La Fable du deuxième sexe, Maria Zaki

|||

Extrait

(pages 14-15), roman préfacé par Jacques Herman et publié chez Le Scribe - L’Harmattan

Le lendemain, Adam se réveilla avec l’impression de revenir d’un long voyage nocturne. Il jeta un coup d’œil à son réveil : Cinq heures quarante-huit. Il n’y comprenait rien car d’ordinaire il n’avait pas le sommeil léger, ni le réveil facile, et surtout pas un dimanche matin. Sur le moment, il se recouvrit la tête avec la couverture et essaya de se rendormir, mais il n’y parvint pas. Son esprit errait dans le silence de la chambre lorsqu’il se rappela avoir lu dans le journal que l'équinoxe du printemps tombait ce jour-là; le vingt mars justement. Las de prier un sommeil qui ne daignait pas revenir, Adam étendit le bras pour allumer sa lampe de chevet, mais dès qu’il éclaira la chambre, il eut un grand coup au cœur ; il ne reconnut pas sa main. C’était une main étrangère avec des doigts très fins et des ongles bien soignés, une main féminine.

 

 

Le jeune homme frissonna de stupeur et bondit du lit dans un saut incontrôlé. Il remarqua très vite que le reste de son corps était également celui d’une femme. Une parfaite inconnue était dans son pyjama à lui ! Il paniqua complètement. Il se dit qu’il était en train de faire un cauchemar ou peut-être délirait-il à cause d’un phénomène qu’il ne tarderait pas à s’expliquer. Il se pinça le visage une fois, puis deux et trois, ensuite il se tata toutes les parties du corps d’une main tremblante. Il finit par constater qu’il ne rêvait pas, hélas ! Affolé, il courut vers la salle de bain pour se regarder dans un miroir.



Il eut en face de lui le visage de sa petite sœur avec quelques années de plus.
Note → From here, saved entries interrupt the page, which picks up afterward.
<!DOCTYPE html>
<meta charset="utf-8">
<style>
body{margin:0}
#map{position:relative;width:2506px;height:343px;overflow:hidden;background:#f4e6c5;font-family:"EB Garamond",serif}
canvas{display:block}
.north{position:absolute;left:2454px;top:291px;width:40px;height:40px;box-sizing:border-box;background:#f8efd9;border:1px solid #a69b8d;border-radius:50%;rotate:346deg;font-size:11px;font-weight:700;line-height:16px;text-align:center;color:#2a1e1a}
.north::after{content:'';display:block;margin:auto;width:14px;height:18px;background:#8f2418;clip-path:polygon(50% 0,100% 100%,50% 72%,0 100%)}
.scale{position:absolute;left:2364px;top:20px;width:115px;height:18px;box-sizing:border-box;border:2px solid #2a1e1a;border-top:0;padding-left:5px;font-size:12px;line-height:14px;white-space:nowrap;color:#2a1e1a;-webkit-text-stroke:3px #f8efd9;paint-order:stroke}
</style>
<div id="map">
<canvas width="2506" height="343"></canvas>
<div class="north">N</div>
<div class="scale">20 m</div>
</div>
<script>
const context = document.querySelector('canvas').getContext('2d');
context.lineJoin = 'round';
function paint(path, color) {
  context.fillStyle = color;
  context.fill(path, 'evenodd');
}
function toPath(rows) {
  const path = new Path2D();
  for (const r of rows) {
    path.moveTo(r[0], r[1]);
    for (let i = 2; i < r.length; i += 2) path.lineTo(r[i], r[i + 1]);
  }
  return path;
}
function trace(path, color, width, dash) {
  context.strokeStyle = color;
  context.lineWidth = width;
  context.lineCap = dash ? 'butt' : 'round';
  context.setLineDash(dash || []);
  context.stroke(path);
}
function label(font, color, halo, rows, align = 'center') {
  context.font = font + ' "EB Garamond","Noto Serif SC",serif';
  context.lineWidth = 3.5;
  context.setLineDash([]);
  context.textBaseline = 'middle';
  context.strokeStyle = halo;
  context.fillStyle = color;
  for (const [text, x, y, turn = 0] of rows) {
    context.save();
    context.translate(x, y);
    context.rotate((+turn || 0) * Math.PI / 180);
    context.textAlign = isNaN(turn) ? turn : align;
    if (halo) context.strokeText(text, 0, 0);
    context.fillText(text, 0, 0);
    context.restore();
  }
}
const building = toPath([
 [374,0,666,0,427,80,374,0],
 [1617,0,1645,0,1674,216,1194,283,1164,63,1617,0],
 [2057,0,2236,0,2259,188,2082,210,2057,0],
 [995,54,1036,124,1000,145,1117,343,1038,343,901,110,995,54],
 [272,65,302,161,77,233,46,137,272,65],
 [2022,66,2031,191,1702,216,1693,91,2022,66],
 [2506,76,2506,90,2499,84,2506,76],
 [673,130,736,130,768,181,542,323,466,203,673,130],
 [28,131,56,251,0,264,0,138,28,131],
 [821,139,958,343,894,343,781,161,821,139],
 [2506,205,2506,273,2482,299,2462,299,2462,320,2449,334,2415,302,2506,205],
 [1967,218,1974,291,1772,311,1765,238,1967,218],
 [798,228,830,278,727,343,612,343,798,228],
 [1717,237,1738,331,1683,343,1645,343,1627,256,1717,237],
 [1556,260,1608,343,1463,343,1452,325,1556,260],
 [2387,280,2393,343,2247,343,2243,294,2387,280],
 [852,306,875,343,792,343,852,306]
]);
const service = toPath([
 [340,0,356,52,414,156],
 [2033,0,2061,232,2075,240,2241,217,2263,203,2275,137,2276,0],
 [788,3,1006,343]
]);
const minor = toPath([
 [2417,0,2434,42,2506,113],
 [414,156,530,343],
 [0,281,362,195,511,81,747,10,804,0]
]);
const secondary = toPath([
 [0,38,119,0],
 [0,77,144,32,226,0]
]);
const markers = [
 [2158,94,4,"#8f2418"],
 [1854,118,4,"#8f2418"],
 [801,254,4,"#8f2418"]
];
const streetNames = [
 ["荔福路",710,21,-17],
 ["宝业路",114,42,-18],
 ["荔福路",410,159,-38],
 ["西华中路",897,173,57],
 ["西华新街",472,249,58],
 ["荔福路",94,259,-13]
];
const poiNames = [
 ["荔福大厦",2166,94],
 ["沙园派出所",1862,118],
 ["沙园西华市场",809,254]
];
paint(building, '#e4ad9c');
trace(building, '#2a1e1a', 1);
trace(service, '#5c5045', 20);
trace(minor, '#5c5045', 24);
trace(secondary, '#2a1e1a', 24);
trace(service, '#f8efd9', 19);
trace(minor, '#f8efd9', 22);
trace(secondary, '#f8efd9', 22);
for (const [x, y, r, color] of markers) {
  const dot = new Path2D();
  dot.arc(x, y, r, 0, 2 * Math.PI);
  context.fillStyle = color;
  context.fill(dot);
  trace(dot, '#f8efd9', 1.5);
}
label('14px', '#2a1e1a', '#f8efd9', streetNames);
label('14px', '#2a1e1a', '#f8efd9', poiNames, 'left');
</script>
Deux grands yeux noisette aux cils resserrés, le regardaient avec étonnement. Pendant deux secondes cet air de famille le calma un peu, puis il s’en effaroucha à nouveau dès qu’il suivit du regard la finesse de son cou et la courbure de sa poitrine. En regardant le plafond comme il aurait regardé le ciel, il lança un cri de désarroi : « Que m’arrive-t-il mon Dieu ? » Il ne reconnut pas sa voix non plus. Par la force des choses, son grain de voix s’était aussi efféminé. Complètement effaré, il contemplait alternativement ce qu’était devenu son reflet dans le miroir et le reste de son nouveau corps, de même que le fer regarderait le marteau et l’enclume. Une idée imparable lui vint alors à l’esprit ; il tourna la clef dans la serrure et se dévêtit devant le miroir. Le souffle coupé, il tomba de sa hauteur et s’évanouit.